Unlawful Inquiries. The new regulations make it unlawful for you to inquire about or require documentation or proof of an individual's sex, gender, gender identity, or gender expression as a condition of employment. Moreover, inquiries that directly or indirectly identify an individual on the basis of sex, including gender, gender identity, or gender expression, are generally unlawful. However, you may ask an applicant to provide such information solely on a voluntary basis for specified recordkeeping purposes only as authorized under existing law.
In addition, the regulations provide that nothing precludes you from communicating about these issues with your employee when the employee initiates communication regarding working conditions.
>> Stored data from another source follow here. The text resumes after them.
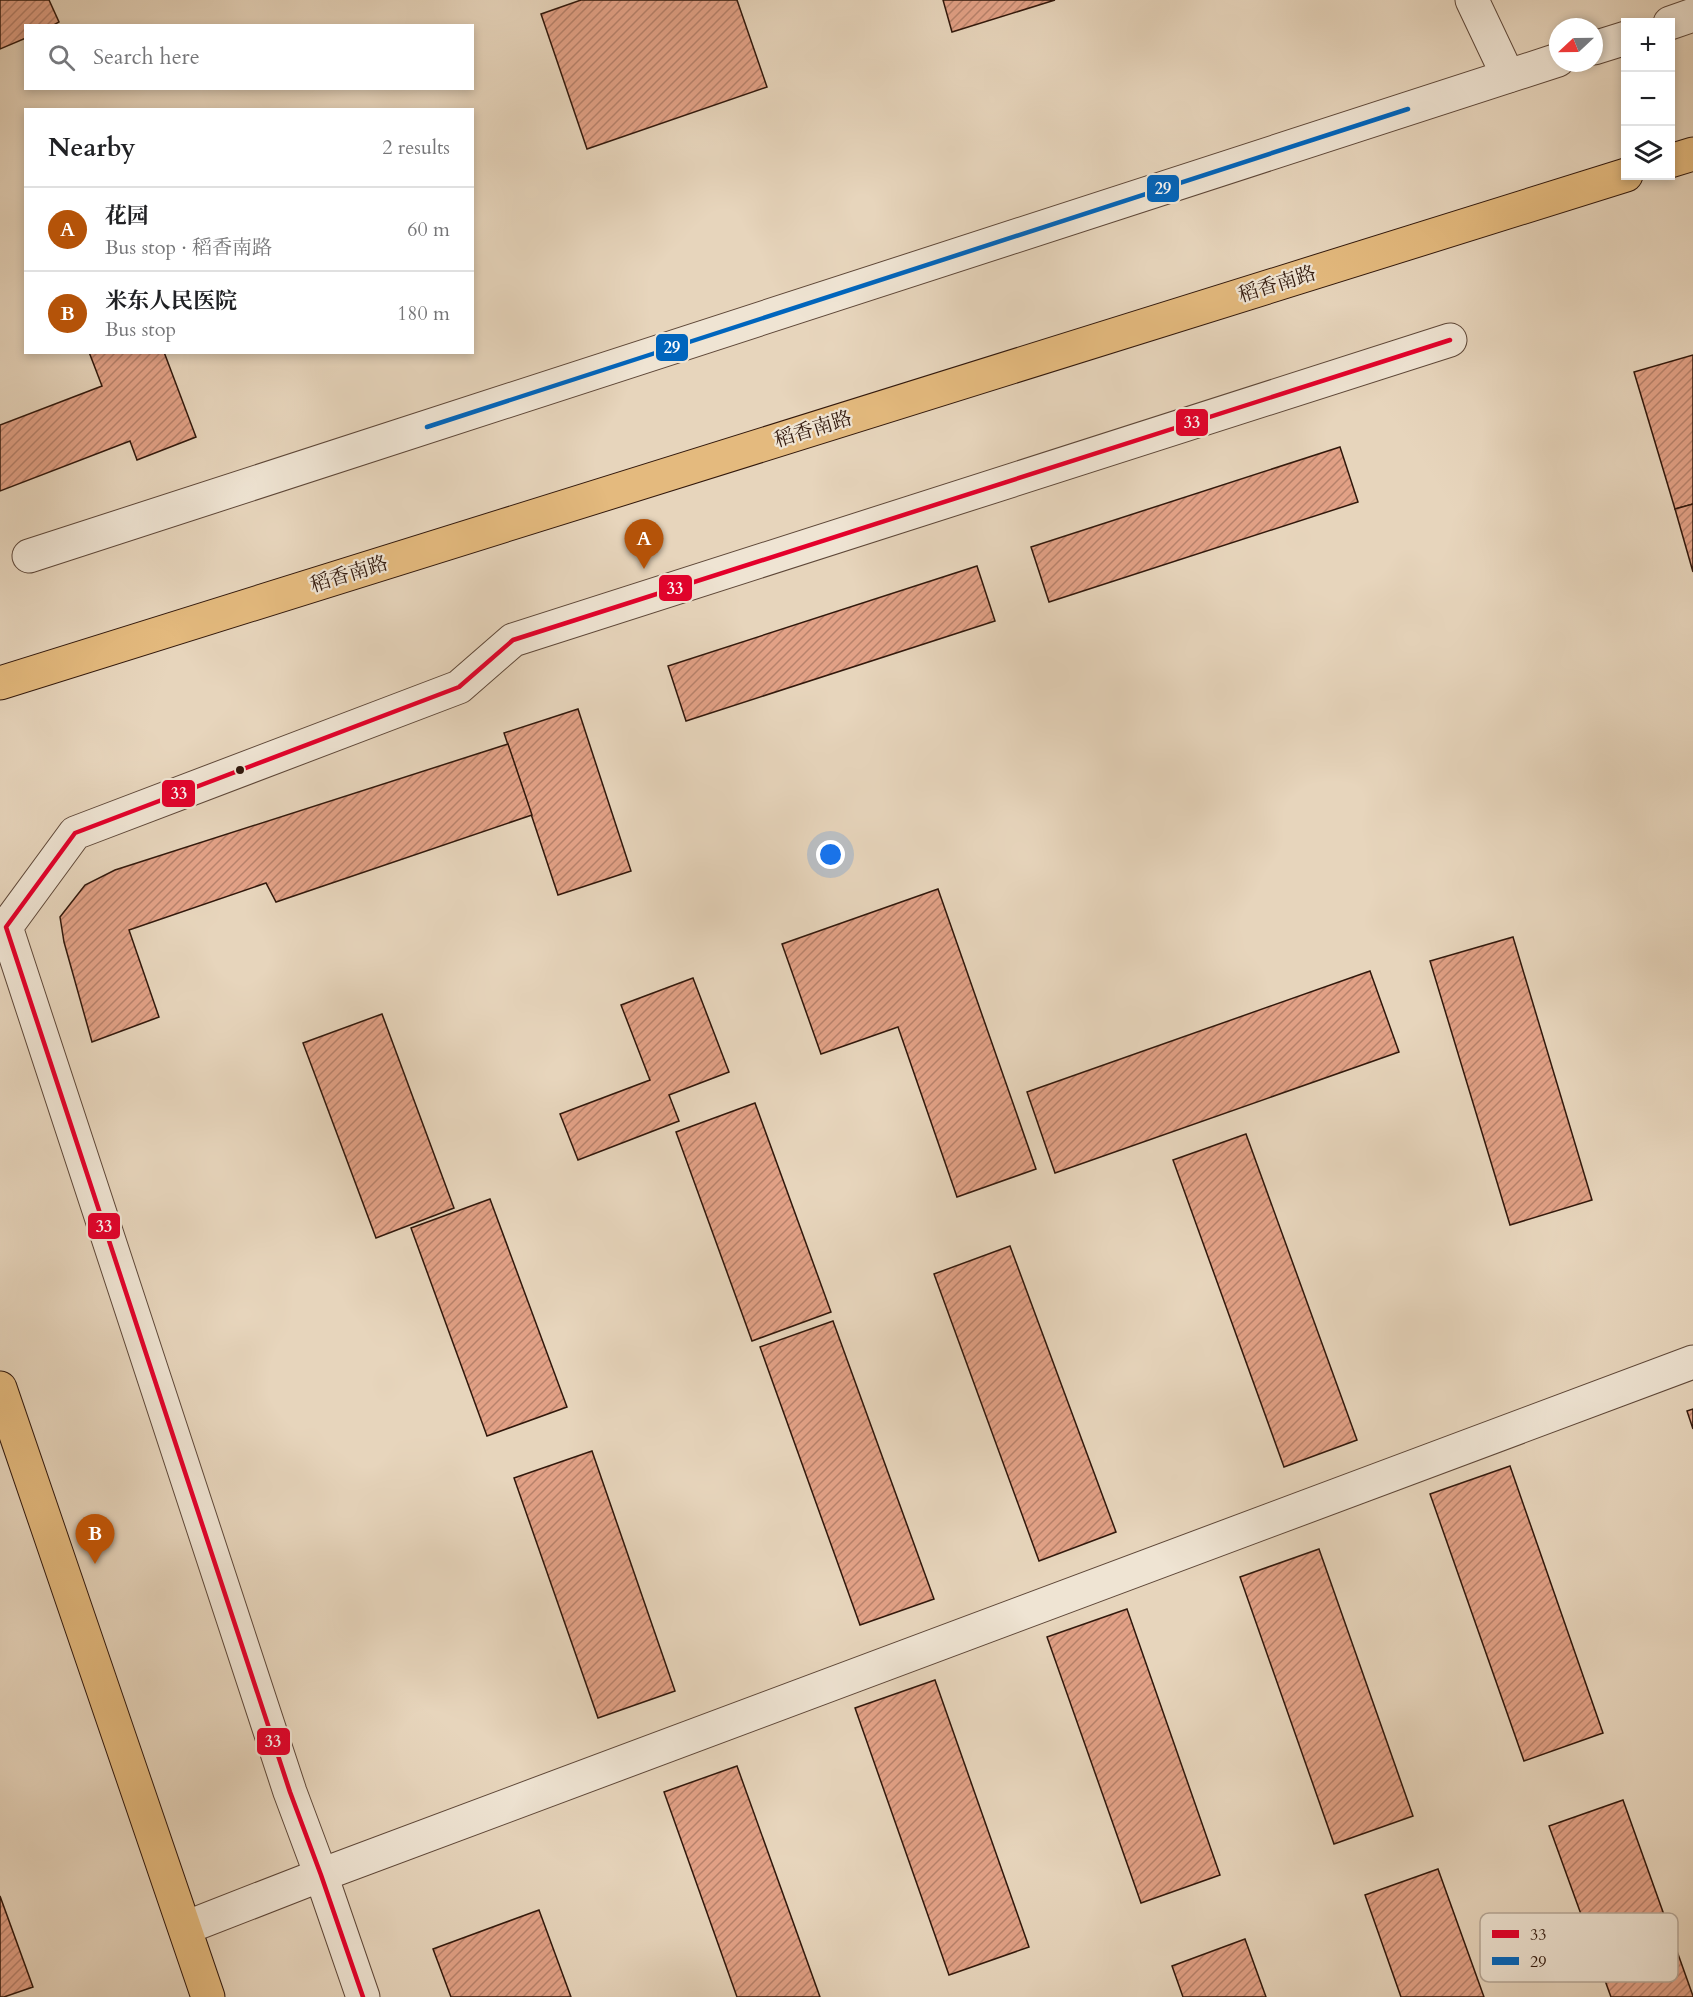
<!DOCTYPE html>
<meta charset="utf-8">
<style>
:root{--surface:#fff;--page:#f2f2f2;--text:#202124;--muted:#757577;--line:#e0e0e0;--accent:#b45309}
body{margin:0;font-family:Cardo,"Noto Serif SC",serif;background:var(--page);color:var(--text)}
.controls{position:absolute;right:18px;top:18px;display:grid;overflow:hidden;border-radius:0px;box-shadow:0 3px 9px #0003}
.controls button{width:54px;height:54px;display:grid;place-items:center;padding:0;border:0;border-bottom:2px solid var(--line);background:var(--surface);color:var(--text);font:30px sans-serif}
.compass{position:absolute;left:1549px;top:18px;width:54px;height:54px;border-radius:50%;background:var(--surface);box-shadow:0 3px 9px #0003;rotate:248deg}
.you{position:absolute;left:831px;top:855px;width:21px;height:21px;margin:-15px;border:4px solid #fff;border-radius:50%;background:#1a73e8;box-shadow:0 0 0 9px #1a73e833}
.badge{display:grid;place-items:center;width:39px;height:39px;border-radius:50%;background:var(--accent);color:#fff;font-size:20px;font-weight:700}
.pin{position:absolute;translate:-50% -50px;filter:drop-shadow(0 2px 3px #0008)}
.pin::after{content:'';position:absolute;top:32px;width:21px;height:18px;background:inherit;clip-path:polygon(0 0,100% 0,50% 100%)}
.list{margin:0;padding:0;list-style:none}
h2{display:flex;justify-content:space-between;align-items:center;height:78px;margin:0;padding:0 24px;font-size:26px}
h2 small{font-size:20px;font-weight:400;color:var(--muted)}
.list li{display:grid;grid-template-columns:39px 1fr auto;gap:18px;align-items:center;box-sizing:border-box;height:84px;padding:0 24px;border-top:2px solid var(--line)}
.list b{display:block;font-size:22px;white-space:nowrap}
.list p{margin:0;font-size:20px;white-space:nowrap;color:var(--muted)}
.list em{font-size:20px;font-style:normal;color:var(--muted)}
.icon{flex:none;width:33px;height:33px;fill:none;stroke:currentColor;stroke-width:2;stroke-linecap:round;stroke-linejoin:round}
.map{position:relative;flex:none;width:1693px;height:1997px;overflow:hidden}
.search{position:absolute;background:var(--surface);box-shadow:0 3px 9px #0003;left:24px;top:24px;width:450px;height:66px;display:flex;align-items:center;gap:15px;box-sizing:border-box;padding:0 21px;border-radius:0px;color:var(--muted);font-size:22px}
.panel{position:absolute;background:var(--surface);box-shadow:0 3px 9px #0003;left:24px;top:108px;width:450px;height:246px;border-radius:0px}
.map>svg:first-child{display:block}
.building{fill:url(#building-hatch);stroke:#31180c;stroke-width:1.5}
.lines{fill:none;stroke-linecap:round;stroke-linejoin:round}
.minor-casing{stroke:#5e4738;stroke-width:35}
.major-casing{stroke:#31180c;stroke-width:35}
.minor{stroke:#efe4d3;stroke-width:33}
.major{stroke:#e4ba7e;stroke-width:33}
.bus-1-casing{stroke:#efe4d3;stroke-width:9}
.bus-2-casing{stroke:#efe4d3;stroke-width:9}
.bus-1{stroke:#e4002b;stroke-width:4.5}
.bus-2{stroke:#0065bd;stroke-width:4.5}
.bus-dot{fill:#31180c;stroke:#efe4d3;stroke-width:2}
.labels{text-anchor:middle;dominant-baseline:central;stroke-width:4.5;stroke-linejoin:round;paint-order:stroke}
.street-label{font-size:20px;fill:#31180c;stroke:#efe4d3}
.key{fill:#efe4d3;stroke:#b6a797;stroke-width:1.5}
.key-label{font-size:16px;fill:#31180c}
.line-badge{stroke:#efe4d3;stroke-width:2}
.badge-label{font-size:16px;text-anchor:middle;font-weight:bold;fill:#fff}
</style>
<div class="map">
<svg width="1693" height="1997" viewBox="0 0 1693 1997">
<defs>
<pattern id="building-hatch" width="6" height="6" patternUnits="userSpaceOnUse" patternTransform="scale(1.5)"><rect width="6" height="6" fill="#e2a186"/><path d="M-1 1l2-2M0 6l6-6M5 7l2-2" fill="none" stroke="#b8826c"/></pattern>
</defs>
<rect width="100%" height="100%" fill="#e7d5bc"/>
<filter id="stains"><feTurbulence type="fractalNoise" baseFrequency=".00333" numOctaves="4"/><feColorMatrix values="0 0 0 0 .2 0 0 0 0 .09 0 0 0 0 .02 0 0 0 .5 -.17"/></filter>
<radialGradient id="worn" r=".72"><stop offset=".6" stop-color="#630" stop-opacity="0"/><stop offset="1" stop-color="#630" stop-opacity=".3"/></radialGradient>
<g class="building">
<path d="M0,0H49L59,22L52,26H26V38L0,49Z"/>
<path d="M581,0H737L767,87L587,149L541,14Z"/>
<path d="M943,0H1055L952,32Z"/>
<path d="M89,352H164L196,437L137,460L130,441L0,491V425L102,386Z"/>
<path d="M1693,355V504L1675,509L1634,372Z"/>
<path d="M1340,447L1358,502L1049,602L1031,547Z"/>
<path d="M1693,504V572L1675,509Z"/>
<path d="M977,566L995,621L686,721L668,666Z"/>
<path d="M578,709L631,871L558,895L504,733Z"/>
<path d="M508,744L532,815L276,902L266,883L129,930L159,1017L92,1042L64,942L60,917L85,885L115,870Z"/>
<path d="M938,889L1036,1169L957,1197L898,1027L821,1054L782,944Z"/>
<path d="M1513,937L1592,1200L1510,1225L1430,961Z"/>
<path d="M1370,971L1399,1052L1055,1173L1027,1092Z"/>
<path d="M693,978L729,1072L669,1095L679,1121L578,1160L560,1114L650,1080L621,1005Z"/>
<path d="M382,1014L454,1208L376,1238L303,1043Z"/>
<path d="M755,1103L831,1312L752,1341L676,1132Z"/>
<path d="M1246,1134L1357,1440L1284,1467L1173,1160Z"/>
<path d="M490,1199L567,1407L487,1436L411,1228Z"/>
<path d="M1010,1246L1116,1532L1039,1561L934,1274Z"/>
<path d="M833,1321L934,1599L860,1625L760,1347Z"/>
<path d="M1693,1409V1429L1687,1411Z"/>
<path d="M592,1451L675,1691L598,1718L514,1478Z"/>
<path d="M1510,1466L1603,1733L1524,1761L1430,1494Z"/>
<path d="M1319,1549L1413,1816L1334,1844L1240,1577Z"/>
<path d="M1127,1609L1220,1875L1141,1903L1047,1637Z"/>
<path d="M935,1680L1029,1947L949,1975L855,1708Z"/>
<path d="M737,1766L820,1997H737L664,1792Z"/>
<path d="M1623,1800L1693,1996V1997H1611L1549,1826Z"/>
<path d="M1438,1869L1484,1997H1401L1365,1895Z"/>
<path d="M0,1896L33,1987L4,1997H0Z"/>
<path d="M539,1910L571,1997H451L433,1949Z"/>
<path d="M1245,1939L1266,1997H1183L1172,1966Z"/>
</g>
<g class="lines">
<defs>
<g id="minor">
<path d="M1472,0L1508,76"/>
<path d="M1670,23L1693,15"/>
<path d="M1594,48L1626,38"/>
<path d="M29,556L1558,60"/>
<path d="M185,1928L321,1875L1693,1362"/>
<path d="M363,1997L321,1875L290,1792L6,927L75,833L459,687L513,640L1450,340"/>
</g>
<g id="major">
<path d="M1670,161L1693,154"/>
<path d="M0,683L1626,175"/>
<path d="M0,1388L208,1997"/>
</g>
</defs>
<use href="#minor" class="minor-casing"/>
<use href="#major" class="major-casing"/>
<use href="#minor" class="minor"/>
<use href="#major" class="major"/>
<defs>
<path id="bus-1" d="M363,1997L321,1875L290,1792L6,927L75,833L459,687L513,640L1450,340"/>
<path id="bus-2" d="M427,427L1408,109"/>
</defs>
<use href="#bus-1" class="bus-1-casing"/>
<use href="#bus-2" class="bus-2-casing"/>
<use href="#bus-1" class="bus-1"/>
<use href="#bus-2" class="bus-2"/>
</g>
<circle class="bus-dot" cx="240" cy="770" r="5"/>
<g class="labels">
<g class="street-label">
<text transform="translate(1277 284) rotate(-17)">稻香南路</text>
<text transform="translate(813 429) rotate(-17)">稻香南路</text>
<text transform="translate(349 574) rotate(-17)">稻香南路</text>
</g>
</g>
<rect x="1480" y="1913" width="198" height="69" rx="9" class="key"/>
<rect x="1492" y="1930" width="27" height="8" fill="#e4002b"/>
<rect x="1492" y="1957" width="27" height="8" fill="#0065bd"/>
<g class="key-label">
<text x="1530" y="1940">33</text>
<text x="1530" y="1967">29</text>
</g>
<g class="line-badge">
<rect x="1146" y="174" width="34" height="29" rx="6" fill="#0065bd"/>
<rect x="655" y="333" width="34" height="29" rx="6" fill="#0065bd"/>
<rect x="1175" y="408" width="34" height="29" rx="6" fill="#e4002b"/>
<rect x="658" y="574" width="35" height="28" rx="6" fill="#e4002b"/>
<rect x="161" y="779" width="35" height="29" rx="6" fill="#e4002b"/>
<rect x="87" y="1212" width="34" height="28" rx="6" fill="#e4002b"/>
<rect x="256" y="1727" width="35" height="29" rx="6" fill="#e4002b"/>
</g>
<g class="badge-label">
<text x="1163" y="194">29</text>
<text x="672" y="353">29</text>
<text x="1192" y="428">33</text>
<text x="675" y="594">33</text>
<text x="179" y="799">33</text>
<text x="104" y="1232">33</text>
<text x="273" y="1747">33</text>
</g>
<rect width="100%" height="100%" filter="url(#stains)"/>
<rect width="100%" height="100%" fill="url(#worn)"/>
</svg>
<div class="controls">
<button>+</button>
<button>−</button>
<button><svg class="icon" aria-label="layers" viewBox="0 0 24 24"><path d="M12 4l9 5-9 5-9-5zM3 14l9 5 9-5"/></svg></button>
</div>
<svg class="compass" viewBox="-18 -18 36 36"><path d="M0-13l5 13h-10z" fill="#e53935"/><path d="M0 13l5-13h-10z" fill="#757577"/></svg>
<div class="you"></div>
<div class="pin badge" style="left:644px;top:569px">A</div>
<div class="pin badge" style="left:95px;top:1564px">B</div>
<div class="search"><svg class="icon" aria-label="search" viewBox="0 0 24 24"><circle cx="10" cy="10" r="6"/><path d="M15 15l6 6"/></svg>Search here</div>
<section class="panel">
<h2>Nearby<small>2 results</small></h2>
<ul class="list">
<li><span class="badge">A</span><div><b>花园</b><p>Bus stop · 稻香南路</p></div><em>60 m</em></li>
<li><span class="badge">B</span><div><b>米东人民医院</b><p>Bus stop</p></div><em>180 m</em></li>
</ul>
</section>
</div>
Discrimination Against "Transitioning" Employees. The regulations prohibit you from discriminating against an individual who is transitioning, has transitioned, or is perceived to be transitioning. As discussed above, "transitioning" is defined in the regulations as a process some transgender people go through to begin living as the gender with which they identify, rather than the sex assigned to them at birth, and may include things like changes in name and pronoun usage, facility usage, undergoing hormone therapy, surgeries, or other medical procedures.